++++ Records provided
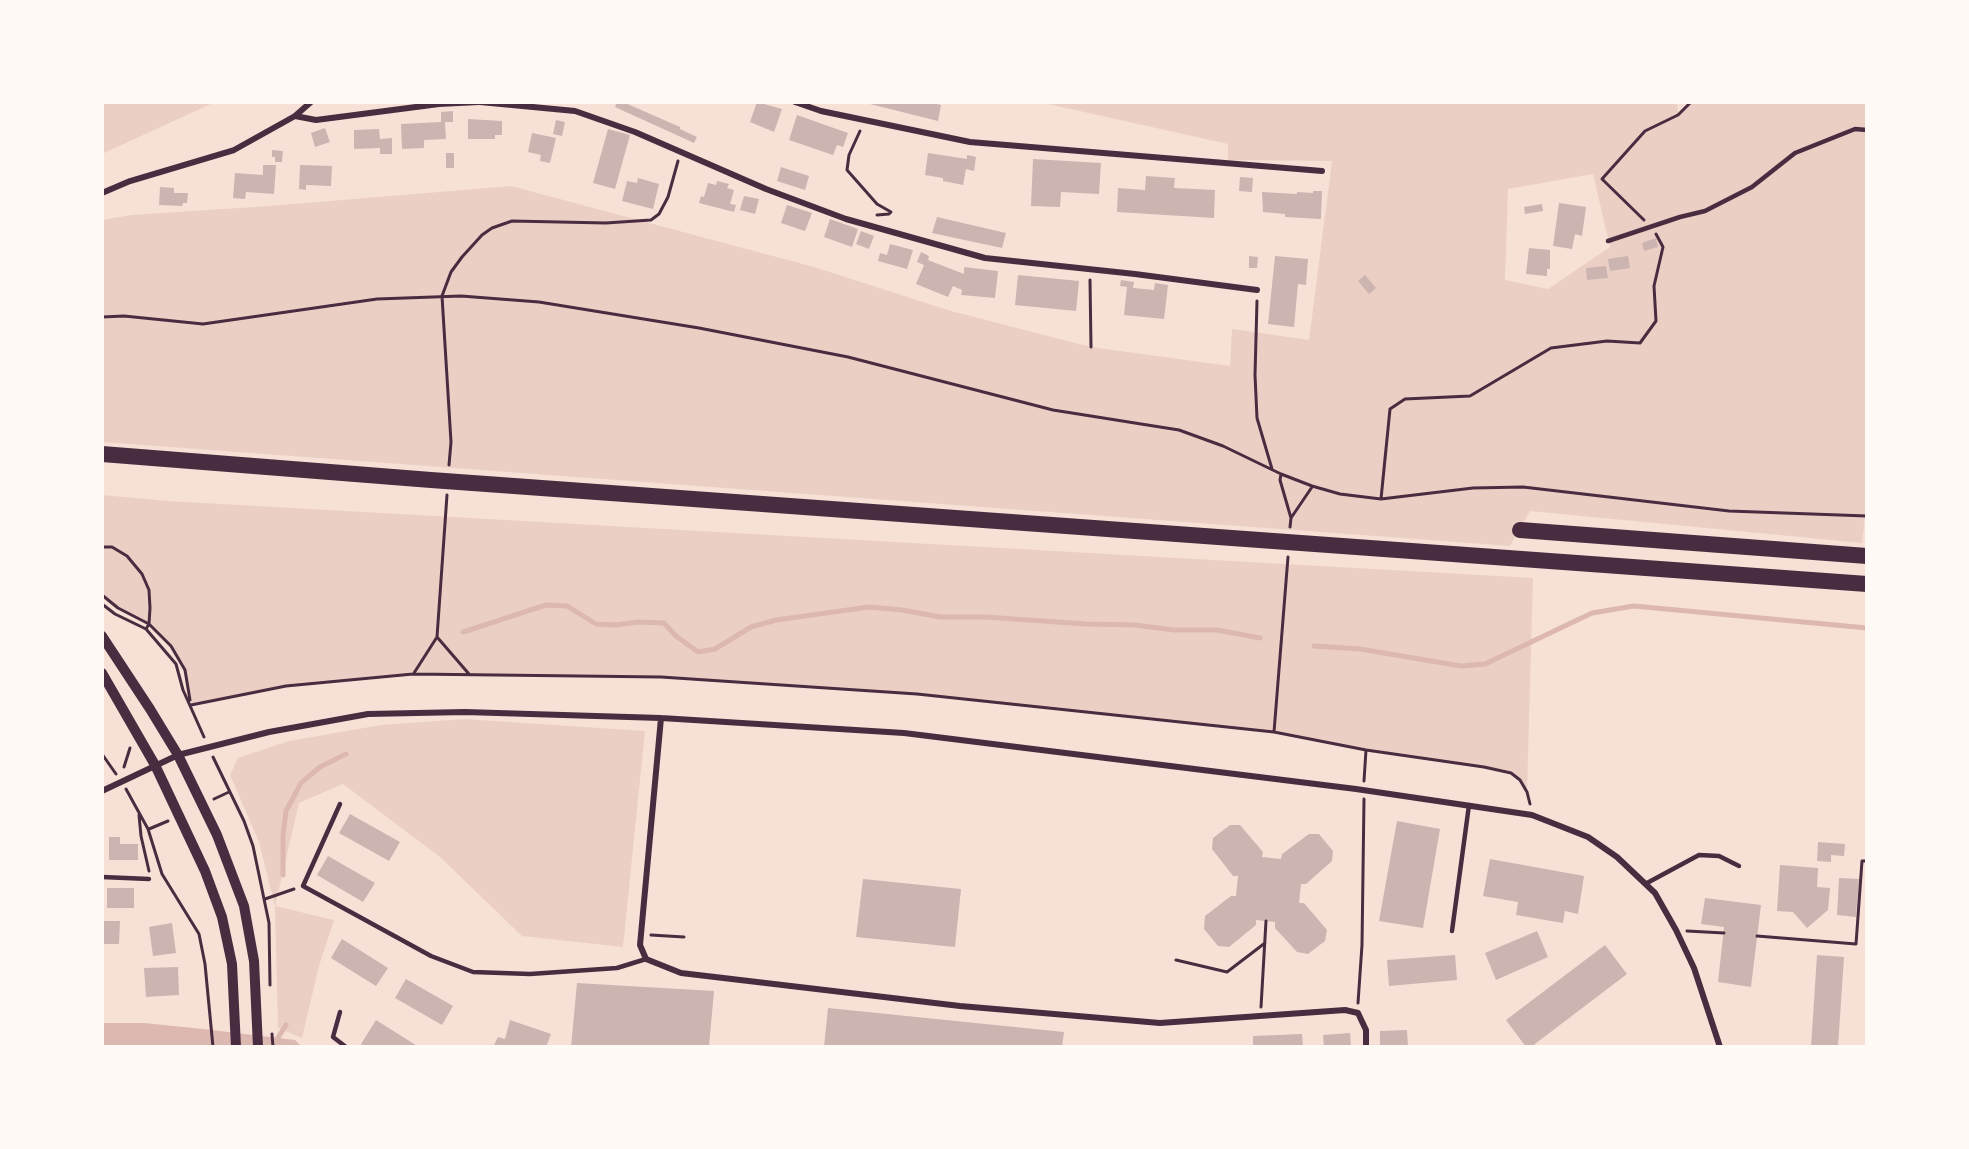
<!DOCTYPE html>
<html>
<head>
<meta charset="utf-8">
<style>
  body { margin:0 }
  #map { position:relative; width:1969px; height:1149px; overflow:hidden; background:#f7e1d7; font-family:"PT Sans Narrow",sans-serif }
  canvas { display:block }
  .frame { position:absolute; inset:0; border:104px solid #fffaf5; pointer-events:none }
</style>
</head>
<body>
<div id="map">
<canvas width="1969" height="1149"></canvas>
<div class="frame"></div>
</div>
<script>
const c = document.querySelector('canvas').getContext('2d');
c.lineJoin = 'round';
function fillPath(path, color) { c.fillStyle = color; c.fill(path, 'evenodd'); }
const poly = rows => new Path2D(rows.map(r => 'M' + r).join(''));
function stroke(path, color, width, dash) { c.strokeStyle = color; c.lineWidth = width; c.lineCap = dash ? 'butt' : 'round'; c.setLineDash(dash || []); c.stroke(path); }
fillPath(poly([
  [102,102,215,102,102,154],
  [1039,102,1677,102,1678,114,1691,102,1867,102,1867,516,1865,516,1862,543,1530,511,1510,546,102,442,102,220,131,215,269,206,511,186,814,267,951,311,1091,347,1230,366,1232,329,1309,340,1332,161,1228,160,1228,144],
  [1593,174,1610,247,1548,289,1505,280,1508,189],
  [102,495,169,501,1533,578,1527,792,1520,780,1511,773,1366,750,1273,732,917,694,661,677,413,674,286,686,191,705,185,670,171,646,149,624,118,608,102,595],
  [465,719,645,731,623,947,522,936,440,857,343,784,299,803,275,906,334,920,319,966,302,1038,278,1028,275,906,259,842,230,775,238,758,289,741,381,725]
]), '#ebcfc5');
fillPath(poly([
  [102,1023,144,1023,203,1029,295,1040,302,1047,102,1047]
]), '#dcb8b0');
stroke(poly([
  [463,632,546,605,567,606,596,624,616,625,638,622,664,623,676,636,698,652,715,649,751,627,776,620,869,607,902,610,940,617,985,617,1086,624,1135,625,1174,630,1217,630,1260,638],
  [1314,646,1360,649,1461,666,1485,664,1592,613,1634,606,1867,628],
  [283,875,283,835,286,811,301,783,320,767,346,754],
  [274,1044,286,1025]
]), '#dcb8b0', 5);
fillPath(poly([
  [617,102,623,102,680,127,680,129,697,137,694,143,615,107],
  [757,102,782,109,774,132,750,122],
  [870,102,928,102,941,105,938,121,870,104],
  [453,111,453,122,445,122,446,139,424,140,424,148,402,149,401,124,441,122,441,112],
  [797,115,848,133,843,147,837,145,833,155,789,140],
  [468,119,502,121,502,135,495,135,495,139,468,139],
  [556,120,565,122,562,136,553,134],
  [325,128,330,142,315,147,311,133],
  [379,129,380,139,392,138,392,154,380,154,380,148,354,149,354,130],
  [608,129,630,135,615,189,593,183],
  [532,133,556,138,550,163,540,161,541,155,528,152],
  [272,150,283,151,282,162,275,162,275,157,272,157],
  [446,153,454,153,454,168,446,168],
  [928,153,967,159,967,155,976,157,974,171,966,169,963,185,943,181,943,178,925,175],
  [1033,159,1101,163,1099,194,1061,192,1060,207,1031,206],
  [263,165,276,165,274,194,246,192,245,199,233,198,235,173,263,175],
  [300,165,332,166,331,186,306,185,306,190,299,189],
  [781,167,809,176,805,190,777,181],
  [1146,176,1175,178,1174,188,1215,190,1214,218,1117,212,1118,188,1145,190],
  [1240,177,1253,178,1252,192,1239,191],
  [638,178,659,184,653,209,622,201,627,181,637,183],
  [717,181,729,184,727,188,734,190,730,204,736,205,734,212,699,203,701,196,704,197,708,183,716,185],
  [160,187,174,188,174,193,188,193,187,203,183,203,182,206,159,205],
  [1313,191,1322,191,1321,219,1285,217,1285,214,1263,212,1262,192,1297,194,1297,192,1313,193],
  [744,196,759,199,755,214,740,210],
  [1559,203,1586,207,1582,236,1575,234,1572,249,1553,246],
  [1542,204,1543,211,1525,214,1524,207],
  [787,205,812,213,805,231,781,223],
  [937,217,1006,233,1002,248,932,233],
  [830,219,858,229,852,247,824,237],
  [861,231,874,236,869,249,856,244],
  [1656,238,1658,247,1644,251,1642,243],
  [890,244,913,250,907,269,878,261,880,253,887,255],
  [1529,248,1550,250,1550,269,1547,269,1547,276,1526,274],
  [921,252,929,256,928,260,964,274,964,267,998,271,995,298,961,295,962,290,953,286,948,297,916,284,924,265,917,262],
  [1249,256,1258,257,1257,268,1249,268],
  [1275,256,1308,259,1306,285,1298,284,1294,327,1268,324],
  [1628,256,1630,268,1610,271,1608,259],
  [1606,266,1608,278,1587,280,1586,268],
  [1018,275,1079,281,1076,311,1015,305],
  [1365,275,1376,288,1369,294,1358,281],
  [1121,280,1134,282,1133,288,1154,290,1155,283,1168,285,1164,319,1124,315,1127,287,1120,286],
  [350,814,400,842,389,861,339,833],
  [1397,821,1440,829,1423,928,1379,921],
  [1230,825,1240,825,1263,852,1262,857,1281,859,1282,854,1309,834,1319,834,1333,851,1332,861,1306,884,1301,884,1299,903,1304,903,1327,930,1325,941,1308,954,1297,952,1275,928,1275,922,1256,920,1256,925,1229,947,1218,946,1204,929,1205,916,1231,896,1236,896,1238,876,1233,876,1212,849,1213,838],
  [109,837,120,837,120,844,138,844,138,860,109,860],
  [1818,842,1845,844,1844,856,1831,855,1831,862,1817,861],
  [328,856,375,883,363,902,317,875],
  [1490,859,1584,876,1578,914,1565,911,1563,923,1516,915,1518,902,1483,896],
  [1780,865,1818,868,1817,887,1830,888,1828,910,1807,928,1793,912,1777,911],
  [1839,878,1859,879,1856,917,1837,915],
  [863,879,961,889,955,947,856,937],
  [107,888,134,888,134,908,107,908],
  [1705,898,1761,905,1751,987,1718,982,1724,927,1701,924],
  [102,921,120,921,119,944,102,944],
  [172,923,176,953,153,956,149,927],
  [1537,931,1548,957,1496,980,1485,953],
  [342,939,388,968,376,986,331,958],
  [1605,945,1627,974,1531,1047,1526,1047,1506,1020],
  [1455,955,1457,980,1389,986,1387,960],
  [1817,955,1844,957,1838,1047,1811,1047],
  [178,967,179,995,146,997,144,968],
  [406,979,453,1006,442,1025,395,998],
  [577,983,714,991,709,1047,571,1047],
  [828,1008,1064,1032,1062,1047,824,1047],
  [376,1020,419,1047,365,1047,361,1044],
  [510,1020,551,1034,546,1047,493,1047,498,1037,505,1039],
  [1407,1030,1408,1047,1380,1047,1380,1031],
  [1350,1033,1351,1047,1324,1047,1323,1035],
  [1302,1034,1303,1047,1253,1047,1253,1036]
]), '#ccb4b1');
stroke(poly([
  [860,131,849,155,847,170,877,204,891,212,889,214,877,215],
  [1644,220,1602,179,1645,131,1678,115,1691,102],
  [1090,280,1091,347],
  [1257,301,1255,375,1257,418,1272,469],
  [102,317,124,316,203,324,377,299,461,296,539,302,699,328,848,357,1053,410,1179,430,1223,446,1281,474,1312,486,1340,494,1381,499,1473,488,1523,487,1729,511,1867,516],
  [449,465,451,442,442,296,451,272,462,257,482,235,492,228,512,221,606,223,651,220,659,214,668,197,678,161],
  [1281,474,1280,480,1291,518,1290,527],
  [1381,499,1390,409,1405,399,1470,396,1551,348,1607,341,1640,343,1656,321,1654,286,1663,247,1656,234],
  [1291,518,1312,487],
  [102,547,112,547,127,556,142,574,149,590,150,608,149,624,146,629],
  [102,595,118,608,149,624,171,646,185,670,190,700],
  [102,604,115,614,146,629,176,664,183,690,204,737],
  [437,637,447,495],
  [414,673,437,637,469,674],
  [191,705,286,686,413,674,661,677,917,694,1274,732,1366,750,1484,767,1511,773,1520,780,1527,792,1530,804],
  [1274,732,1288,557],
  [102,754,116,774],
  [213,757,244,821,253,846,269,923,270,985],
  [124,767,130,748],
  [1364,781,1366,750],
  [126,789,148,829,162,874,199,934,205,964,213,1047],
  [214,799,229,792],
  [139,815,141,836,149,871],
  [149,829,168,821],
  [265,899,294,889],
  [1687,931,1724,933],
  [651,935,684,937],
  [1757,936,1856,944,1862,861,1867,861],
  [1176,960,1227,972,1265,943],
  [1358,1003,1362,945,1364,799],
  [1261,1007,1266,921],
  [272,1034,273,1047]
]), '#4a2c40', 3);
stroke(poly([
  [1608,241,1680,217,1705,211,1752,187,1795,153,1855,129,1867,130],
  [340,804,303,886,431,956,473,972,530,974,617,968,646,959],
  [102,877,149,879],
  [1647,883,1699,855,1719,856,1739,866],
  [1452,931,1469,805],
  [340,1012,333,1037,346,1047]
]), '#4a2c40', 4.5);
stroke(poly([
  [480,102,575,111,635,132,766,189,846,219,985,258,1135,274,1257,290],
  [795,102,821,111,970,142,1322,171],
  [295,116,316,120,439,104,479,102],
  [102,193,130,181,234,150,295,116,311,102],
  [661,718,640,945,646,959,681,973,960,1006,1160,1023,1345,1010,1358,1013,1366,1030,1366,1047],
  [102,791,178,755,269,732,368,714,465,712,661,718,904,733,1356,789,1532,815,1588,837,1617,857,1655,893,1676,930,1694,968,1720,1047]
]), '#4a2c40', 6);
stroke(poly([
  [102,636,150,709,178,755,217,835,244,906,254,961,258,1047],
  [102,673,155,765,205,871,222,917,232,964,236,1047]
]), '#4a2c40', 10);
stroke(poly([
  [102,454,431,480,1867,584],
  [1520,530,1867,556]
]), '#4a2c40', 16);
</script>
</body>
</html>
++++++++
### What is required
Would you copy every line of the entries in which "const" appears?

### Task output
const c = document.querySelector('canvas').getContext('2d');
const poly = rows => new Path2D(rows.map(r => 'M' + r).join(''));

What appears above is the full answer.